Para a equipa, a moda é uma ferramenta que pode e deve ser usada para alertar para “a importância da representatividade inclusiva”. Então, para além de terem mensagens adaptadas em braille, as roupas da MI.MOO são também não-binárias, uma vez que a inclusividade e a adaptabilidade são dois dos princípios orientadores da marca. Como iniciativa jovem e consciente que se assume, a sustentabilidade é uma das grandes preocupações dos fundadores. As roupas são produzidas em Barcelos, no distrito de Braga, e todo o processo e respetivos custos, desde a aquisição dos tecidos ao transporte das peças, está detalhado no site da marca. Para Paulo, ser transparente com o público é importante para “mostrar o compromisso com a divulgação de informações sobre práticas sustentáveis. Isso ajuda a construir confiança com os consumidores e a incentivar uma abordagem mais ética e consciente na compra de produtos de moda.” Assim, a MI.MOO revela não só o custo de cada passo na cadeia de produção e distribuição, mas também a margem de lucro, e como se compara aos valores médios do mercado.
A promessa da sustentabilidade é posta em prática através de várias vertentes: a produção nacional, a transparência e o uso de determinados materiais nas embalagens. “A nossa embalagem desempenha um papel fundamental na forma como queremos ver o mundo”, diz Paulo. Por isso, os pacotes são “projetados para ser reutilizáveis e otimizados para reciclagem”, e são feitos com papel incorporado com sementes. Para a equipa da MI.MOO, a associação com a natureza e a regeneração ambiental é essencial para fundamentar a sua posição sustentável: “A inclusão de papel com sementes permitirá que uma planta nasça para cada produto MI.MOO comercializado”.

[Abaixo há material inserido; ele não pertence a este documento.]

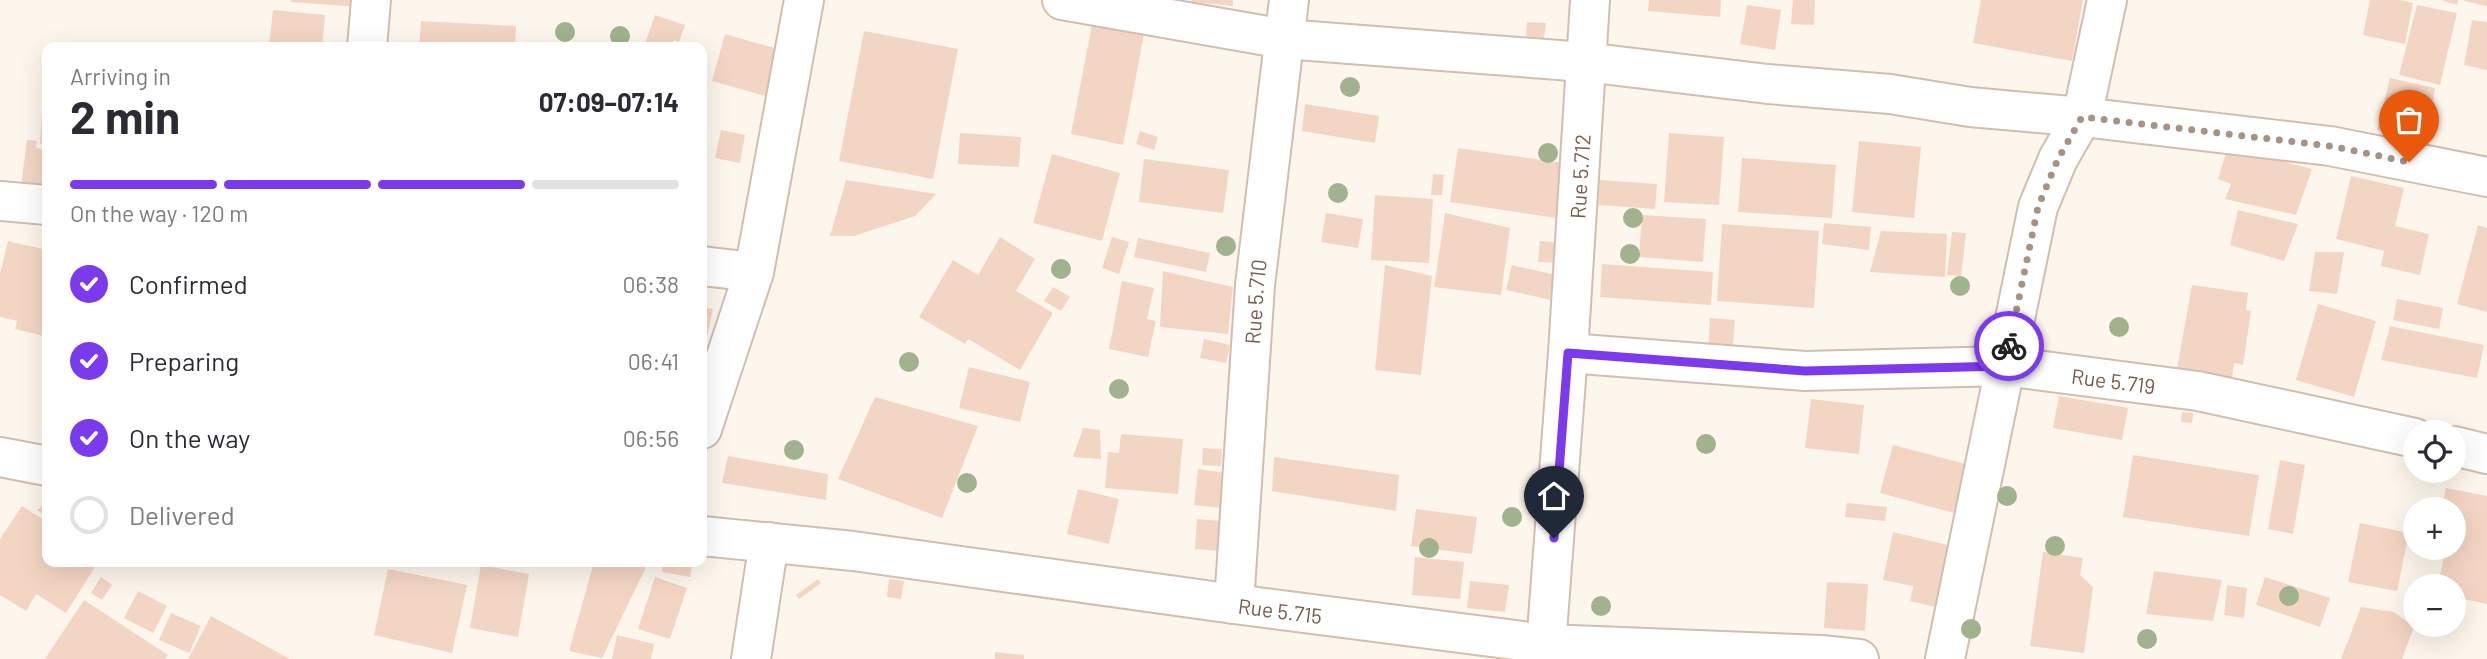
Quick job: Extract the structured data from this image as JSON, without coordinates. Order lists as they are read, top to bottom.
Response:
{
  "streets": {
    "street": [
      "Rue 5.712",
      "Rue 5.710",
      "Rue 5.719",
      "Rue 5.715"
    ]
  },
  "crossings": [
    ["Rue 5.712", "Rue 5.719"],
    ["Rue 5.710", "Rue 5.715"]
  ],
  "page": {
    "heading": ["2 min", "Arriving in", "07:09–07:14"],
    "bar": "On the way · 120 m",
    "list": [
      ["Confirmed", "06:38"],
      ["Preparing", "06:41"],
      ["On the way", "06:56"],
      "Delivered"
    ],
    "map_buttons": ["+", "−"]
  }
}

Embora seja uma ideia há muito guardada nas gavetas dos três amigos, foi só em 2021, durante a pandemia, que a marca foi oficialmente fundada. A vontade de impactar o mercado foi de tal maneira que a equipa, ainda que ciente dos riscos, não se deixou ser impedida pelos receios de trazer esta inovação aos consumidores portugueses. “O mercado português está a mostrar maior aceitação de marcas focadas na inclusividade, especialmente entre as gerações mais novas, que valorizam produtos com impacto positivo no mundo”, explica Paulo. Dois anos após a fundação da MI.MOO, não perdem motivação e continuam concentrados nos valores que os orientam desde o início: “Como uma marca de slow fashion, o lançamento está a seguir o ritmo esperado, focando na qualidade, sustentabilidade e consciência do consumidor, em vez de procurar um crescimento rápido.”
Já o nome da marca surge enquanto a sensação que se esforçam para transmitir nos produtos: “O nome MI.MOO nasce a partir da palavra portuguesa ‘mimo’ que significa a ternura com que alguém ou algo é tratado. O ponto divide a palavra em duas e procura realçar que, mesmo separados pelas nossas diferenças, acreditamos que o braille representa uma possível ponte de união entre elas”. Já a letra adicional no fim pretende sensibilizar “a nossa comunidade para o desequilíbrio de direitos e privilégios que enfrentamos atualmente.” No site da marca, estão disponíveis camisolas com diferentes cores e mensagens, mas todas com o mesmo fit: para qualquer um que as queira vestir, independentemente do género com que se identifique. Embora o catálogo não seja ainda extenso, Paulo revela que haverá novidades muito em breve: “as t-shirts são apenas o início!”